• DATA FOR THIS TASK:
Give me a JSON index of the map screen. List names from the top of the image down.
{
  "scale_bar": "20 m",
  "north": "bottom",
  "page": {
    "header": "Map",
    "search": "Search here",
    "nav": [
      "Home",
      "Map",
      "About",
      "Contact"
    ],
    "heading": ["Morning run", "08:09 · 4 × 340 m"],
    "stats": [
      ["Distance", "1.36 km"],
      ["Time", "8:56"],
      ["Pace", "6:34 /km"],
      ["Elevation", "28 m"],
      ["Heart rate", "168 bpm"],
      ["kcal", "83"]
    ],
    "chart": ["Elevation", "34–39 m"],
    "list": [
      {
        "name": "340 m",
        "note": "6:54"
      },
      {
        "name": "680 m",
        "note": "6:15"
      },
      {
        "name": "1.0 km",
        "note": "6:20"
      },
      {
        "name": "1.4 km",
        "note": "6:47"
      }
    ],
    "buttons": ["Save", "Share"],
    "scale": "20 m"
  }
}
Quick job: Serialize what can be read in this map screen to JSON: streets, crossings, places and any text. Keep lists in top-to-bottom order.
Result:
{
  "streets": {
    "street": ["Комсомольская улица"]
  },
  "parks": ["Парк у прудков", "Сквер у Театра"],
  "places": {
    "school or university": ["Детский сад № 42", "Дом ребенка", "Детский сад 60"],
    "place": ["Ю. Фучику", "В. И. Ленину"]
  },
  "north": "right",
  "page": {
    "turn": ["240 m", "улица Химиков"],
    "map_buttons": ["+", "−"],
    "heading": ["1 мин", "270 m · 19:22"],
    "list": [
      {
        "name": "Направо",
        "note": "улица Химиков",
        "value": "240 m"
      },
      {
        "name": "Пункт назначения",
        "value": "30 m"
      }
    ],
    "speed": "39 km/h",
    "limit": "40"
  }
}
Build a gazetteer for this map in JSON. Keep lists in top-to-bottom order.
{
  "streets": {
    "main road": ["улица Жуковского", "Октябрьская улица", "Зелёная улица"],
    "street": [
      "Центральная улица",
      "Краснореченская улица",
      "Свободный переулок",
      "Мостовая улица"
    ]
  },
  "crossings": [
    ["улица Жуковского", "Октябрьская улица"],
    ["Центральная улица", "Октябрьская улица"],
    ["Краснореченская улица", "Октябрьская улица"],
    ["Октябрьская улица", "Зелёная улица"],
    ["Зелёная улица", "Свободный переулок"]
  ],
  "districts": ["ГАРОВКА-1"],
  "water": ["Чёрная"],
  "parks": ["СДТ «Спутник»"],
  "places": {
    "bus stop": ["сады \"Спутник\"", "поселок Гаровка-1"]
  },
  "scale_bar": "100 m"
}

• EXERCISE DETAILS: Make an exact copy of each line, beginning at the one containing "Build a gazetteer" and ending with the last line of the data, and of no other line.

• EXERCISE RESULT:
Build a gazetteer for this map in JSON. Keep lists in top-to-bottom order.
{
  "streets": {
    "main road": ["улица Жуковского", "Октябрьская улица", "Зелёная улица"],
    "street": [
      "Центральная улица",
      "Краснореченская улица",
      "Свободный переулок",
      "Мостовая улица"
    ]
  },
  "crossings": [
    ["улица Жуковского", "Октябрьская улица"],
    ["Центральная улица", "Октябрьская улица"],
    ["Краснореченская улица", "Октябрьская улица"],
    ["Октябрьская улица", "Зелёная улица"],
    ["Зелёная улица", "Свободный переулок"]
  ],
  "districts": ["ГАРОВКА-1"],
  "water": ["Чёрная"],
  "parks": ["СДТ «Спутник»"],
  "places": {
    "bus stop": ["сады \"Спутник\"", "поселок Гаровка-1"]
  },
  "scale_bar": "100 m"
}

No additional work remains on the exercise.